Exercise description
Using the listing that follows, report how many lines include the word "Devesa", and add no other words.

Material shown section start

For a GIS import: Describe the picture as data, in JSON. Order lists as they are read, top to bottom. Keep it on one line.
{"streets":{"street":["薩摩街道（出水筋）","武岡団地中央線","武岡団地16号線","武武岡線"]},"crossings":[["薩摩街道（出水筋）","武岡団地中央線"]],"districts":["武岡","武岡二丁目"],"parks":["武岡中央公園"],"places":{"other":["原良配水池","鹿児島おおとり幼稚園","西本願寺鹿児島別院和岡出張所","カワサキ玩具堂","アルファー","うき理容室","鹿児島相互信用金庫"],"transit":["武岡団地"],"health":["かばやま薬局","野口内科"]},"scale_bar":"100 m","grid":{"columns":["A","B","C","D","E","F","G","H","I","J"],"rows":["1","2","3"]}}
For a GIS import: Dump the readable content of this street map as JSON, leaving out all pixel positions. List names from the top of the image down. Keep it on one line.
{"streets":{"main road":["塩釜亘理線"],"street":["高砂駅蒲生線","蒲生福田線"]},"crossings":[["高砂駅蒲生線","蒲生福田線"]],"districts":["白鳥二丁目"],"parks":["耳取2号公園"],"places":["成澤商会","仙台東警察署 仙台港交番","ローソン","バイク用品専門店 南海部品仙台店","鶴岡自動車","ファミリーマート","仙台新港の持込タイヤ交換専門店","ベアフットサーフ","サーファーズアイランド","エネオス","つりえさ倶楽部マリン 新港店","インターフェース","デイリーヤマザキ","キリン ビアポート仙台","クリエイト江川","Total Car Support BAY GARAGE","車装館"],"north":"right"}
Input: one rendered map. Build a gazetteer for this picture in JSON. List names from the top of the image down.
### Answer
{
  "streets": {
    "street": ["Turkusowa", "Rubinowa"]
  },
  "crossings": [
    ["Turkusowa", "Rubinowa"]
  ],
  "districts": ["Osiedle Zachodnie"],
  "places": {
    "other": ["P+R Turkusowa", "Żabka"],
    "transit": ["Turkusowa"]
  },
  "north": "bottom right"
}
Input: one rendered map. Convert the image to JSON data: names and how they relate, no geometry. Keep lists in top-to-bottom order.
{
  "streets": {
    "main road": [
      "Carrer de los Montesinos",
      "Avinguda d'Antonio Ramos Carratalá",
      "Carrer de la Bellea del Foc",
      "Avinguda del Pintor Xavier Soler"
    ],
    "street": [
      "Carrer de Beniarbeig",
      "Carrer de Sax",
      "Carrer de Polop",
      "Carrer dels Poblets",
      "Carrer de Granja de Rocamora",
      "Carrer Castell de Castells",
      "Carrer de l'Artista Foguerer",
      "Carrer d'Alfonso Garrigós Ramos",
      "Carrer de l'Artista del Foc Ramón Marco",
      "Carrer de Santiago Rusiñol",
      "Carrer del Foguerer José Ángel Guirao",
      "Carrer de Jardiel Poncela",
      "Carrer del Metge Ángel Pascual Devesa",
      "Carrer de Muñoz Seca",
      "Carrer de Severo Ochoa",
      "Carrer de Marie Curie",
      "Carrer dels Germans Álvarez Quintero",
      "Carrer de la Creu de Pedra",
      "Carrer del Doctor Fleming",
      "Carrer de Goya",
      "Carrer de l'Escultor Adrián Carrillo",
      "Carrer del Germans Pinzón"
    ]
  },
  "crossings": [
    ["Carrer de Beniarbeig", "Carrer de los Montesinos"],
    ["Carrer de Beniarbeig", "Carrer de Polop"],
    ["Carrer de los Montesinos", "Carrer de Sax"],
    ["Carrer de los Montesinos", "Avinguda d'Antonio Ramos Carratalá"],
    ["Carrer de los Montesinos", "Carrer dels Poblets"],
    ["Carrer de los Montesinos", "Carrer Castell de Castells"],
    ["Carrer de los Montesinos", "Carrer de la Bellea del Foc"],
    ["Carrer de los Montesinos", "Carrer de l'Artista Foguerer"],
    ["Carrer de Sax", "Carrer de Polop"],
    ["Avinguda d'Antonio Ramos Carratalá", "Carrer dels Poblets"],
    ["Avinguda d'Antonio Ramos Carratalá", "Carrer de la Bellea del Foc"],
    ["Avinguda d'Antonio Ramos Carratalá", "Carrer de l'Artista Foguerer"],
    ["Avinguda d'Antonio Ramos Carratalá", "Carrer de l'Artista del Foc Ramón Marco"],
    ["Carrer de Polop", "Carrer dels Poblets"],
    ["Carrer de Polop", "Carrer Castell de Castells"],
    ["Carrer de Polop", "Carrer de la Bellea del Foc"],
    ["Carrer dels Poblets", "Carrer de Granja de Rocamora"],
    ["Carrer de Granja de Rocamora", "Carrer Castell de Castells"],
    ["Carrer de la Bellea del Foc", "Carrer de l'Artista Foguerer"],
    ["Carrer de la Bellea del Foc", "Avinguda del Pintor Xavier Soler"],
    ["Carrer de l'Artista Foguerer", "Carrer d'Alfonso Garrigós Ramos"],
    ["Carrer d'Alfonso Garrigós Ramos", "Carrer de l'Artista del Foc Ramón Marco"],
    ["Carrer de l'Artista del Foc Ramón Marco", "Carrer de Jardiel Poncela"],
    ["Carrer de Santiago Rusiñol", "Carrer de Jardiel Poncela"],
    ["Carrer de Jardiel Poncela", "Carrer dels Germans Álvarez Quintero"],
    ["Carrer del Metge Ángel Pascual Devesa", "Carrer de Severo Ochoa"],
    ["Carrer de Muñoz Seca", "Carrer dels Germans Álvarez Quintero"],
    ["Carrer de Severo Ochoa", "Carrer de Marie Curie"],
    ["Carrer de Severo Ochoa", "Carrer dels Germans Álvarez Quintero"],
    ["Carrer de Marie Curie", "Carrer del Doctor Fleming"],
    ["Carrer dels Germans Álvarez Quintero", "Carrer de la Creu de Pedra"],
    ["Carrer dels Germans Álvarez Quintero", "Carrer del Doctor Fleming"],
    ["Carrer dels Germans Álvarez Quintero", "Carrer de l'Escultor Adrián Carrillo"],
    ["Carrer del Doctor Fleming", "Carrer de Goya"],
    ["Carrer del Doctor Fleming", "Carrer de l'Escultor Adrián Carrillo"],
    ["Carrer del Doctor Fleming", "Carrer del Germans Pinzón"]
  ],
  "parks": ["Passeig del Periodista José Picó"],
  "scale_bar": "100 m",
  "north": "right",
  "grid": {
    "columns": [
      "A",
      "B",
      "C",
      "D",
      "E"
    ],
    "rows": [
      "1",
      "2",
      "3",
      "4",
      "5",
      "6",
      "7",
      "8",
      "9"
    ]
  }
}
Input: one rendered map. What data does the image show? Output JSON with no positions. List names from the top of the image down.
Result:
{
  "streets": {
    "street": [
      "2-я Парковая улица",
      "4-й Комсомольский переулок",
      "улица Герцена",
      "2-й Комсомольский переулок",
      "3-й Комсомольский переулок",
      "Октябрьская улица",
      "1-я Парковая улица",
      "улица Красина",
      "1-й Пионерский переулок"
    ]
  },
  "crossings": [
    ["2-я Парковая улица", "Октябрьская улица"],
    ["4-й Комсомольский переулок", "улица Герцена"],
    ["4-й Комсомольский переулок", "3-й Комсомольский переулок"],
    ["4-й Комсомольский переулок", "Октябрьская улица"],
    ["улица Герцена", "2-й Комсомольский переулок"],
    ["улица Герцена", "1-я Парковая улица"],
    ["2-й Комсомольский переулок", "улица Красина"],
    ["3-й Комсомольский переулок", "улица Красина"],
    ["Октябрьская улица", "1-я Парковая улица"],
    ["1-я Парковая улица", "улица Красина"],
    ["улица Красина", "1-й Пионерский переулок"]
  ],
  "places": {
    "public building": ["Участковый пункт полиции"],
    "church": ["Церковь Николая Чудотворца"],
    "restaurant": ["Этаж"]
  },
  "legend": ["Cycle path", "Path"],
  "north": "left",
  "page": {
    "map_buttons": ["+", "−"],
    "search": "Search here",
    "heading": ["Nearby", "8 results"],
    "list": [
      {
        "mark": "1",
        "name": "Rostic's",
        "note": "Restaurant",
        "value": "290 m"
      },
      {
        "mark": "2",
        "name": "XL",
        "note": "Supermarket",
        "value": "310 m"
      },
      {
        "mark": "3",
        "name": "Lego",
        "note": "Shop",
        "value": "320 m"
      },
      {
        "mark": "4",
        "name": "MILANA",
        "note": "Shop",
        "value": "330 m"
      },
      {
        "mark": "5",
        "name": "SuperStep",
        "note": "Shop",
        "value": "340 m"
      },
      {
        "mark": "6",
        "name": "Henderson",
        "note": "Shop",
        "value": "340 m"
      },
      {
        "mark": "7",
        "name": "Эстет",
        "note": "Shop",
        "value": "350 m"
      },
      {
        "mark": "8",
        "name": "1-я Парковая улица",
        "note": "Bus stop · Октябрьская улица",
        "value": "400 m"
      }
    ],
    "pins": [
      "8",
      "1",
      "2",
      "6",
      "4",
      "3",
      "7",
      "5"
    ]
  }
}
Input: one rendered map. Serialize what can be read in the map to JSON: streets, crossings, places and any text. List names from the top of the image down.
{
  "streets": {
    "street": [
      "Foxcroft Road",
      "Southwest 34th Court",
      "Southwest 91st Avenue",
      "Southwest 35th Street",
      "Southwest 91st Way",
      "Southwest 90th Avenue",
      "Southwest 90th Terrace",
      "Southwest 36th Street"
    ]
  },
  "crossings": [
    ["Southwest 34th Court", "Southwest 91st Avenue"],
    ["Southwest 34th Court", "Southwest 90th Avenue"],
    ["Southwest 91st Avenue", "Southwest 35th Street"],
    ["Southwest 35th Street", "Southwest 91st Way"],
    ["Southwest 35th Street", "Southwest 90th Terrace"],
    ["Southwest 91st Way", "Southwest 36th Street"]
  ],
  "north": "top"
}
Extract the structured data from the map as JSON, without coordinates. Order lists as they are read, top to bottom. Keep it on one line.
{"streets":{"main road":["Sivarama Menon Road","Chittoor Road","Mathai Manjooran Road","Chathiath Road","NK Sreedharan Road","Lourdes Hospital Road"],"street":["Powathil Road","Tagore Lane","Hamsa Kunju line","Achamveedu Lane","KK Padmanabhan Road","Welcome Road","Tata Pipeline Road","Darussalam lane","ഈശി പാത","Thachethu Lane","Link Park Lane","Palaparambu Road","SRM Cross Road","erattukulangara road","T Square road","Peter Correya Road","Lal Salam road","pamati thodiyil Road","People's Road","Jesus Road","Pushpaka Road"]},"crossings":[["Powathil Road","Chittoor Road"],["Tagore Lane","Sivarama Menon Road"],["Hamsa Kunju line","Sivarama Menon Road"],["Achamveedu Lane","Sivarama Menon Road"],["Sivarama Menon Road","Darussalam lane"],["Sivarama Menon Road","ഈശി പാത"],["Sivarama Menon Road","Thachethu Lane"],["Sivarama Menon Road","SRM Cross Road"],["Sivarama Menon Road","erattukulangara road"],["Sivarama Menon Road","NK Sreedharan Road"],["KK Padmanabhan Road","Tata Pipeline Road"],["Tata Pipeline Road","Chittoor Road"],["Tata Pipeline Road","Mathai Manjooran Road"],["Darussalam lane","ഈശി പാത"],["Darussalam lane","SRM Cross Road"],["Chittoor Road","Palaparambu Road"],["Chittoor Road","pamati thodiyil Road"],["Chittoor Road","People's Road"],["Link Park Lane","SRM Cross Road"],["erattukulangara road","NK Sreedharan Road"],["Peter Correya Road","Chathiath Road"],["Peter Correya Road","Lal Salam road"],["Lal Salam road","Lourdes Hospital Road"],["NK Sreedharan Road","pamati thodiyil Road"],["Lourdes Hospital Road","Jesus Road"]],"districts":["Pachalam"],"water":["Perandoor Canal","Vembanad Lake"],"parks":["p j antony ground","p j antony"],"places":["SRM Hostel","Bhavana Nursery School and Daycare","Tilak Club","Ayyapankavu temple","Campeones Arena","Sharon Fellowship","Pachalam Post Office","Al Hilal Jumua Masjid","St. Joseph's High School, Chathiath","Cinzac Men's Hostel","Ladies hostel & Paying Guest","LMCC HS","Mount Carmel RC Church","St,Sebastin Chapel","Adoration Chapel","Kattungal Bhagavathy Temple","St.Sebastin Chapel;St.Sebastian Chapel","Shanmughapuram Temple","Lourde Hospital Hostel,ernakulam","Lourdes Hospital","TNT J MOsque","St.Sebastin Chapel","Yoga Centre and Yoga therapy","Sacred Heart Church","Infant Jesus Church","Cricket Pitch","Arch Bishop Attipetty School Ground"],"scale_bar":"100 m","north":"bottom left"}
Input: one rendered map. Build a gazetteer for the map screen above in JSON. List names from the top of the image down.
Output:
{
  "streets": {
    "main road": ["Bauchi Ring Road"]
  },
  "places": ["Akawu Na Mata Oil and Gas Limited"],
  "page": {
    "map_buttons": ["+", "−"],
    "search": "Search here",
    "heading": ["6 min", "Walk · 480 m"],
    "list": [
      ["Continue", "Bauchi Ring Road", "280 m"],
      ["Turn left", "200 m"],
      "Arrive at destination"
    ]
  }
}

Material shown section end

Expected output
2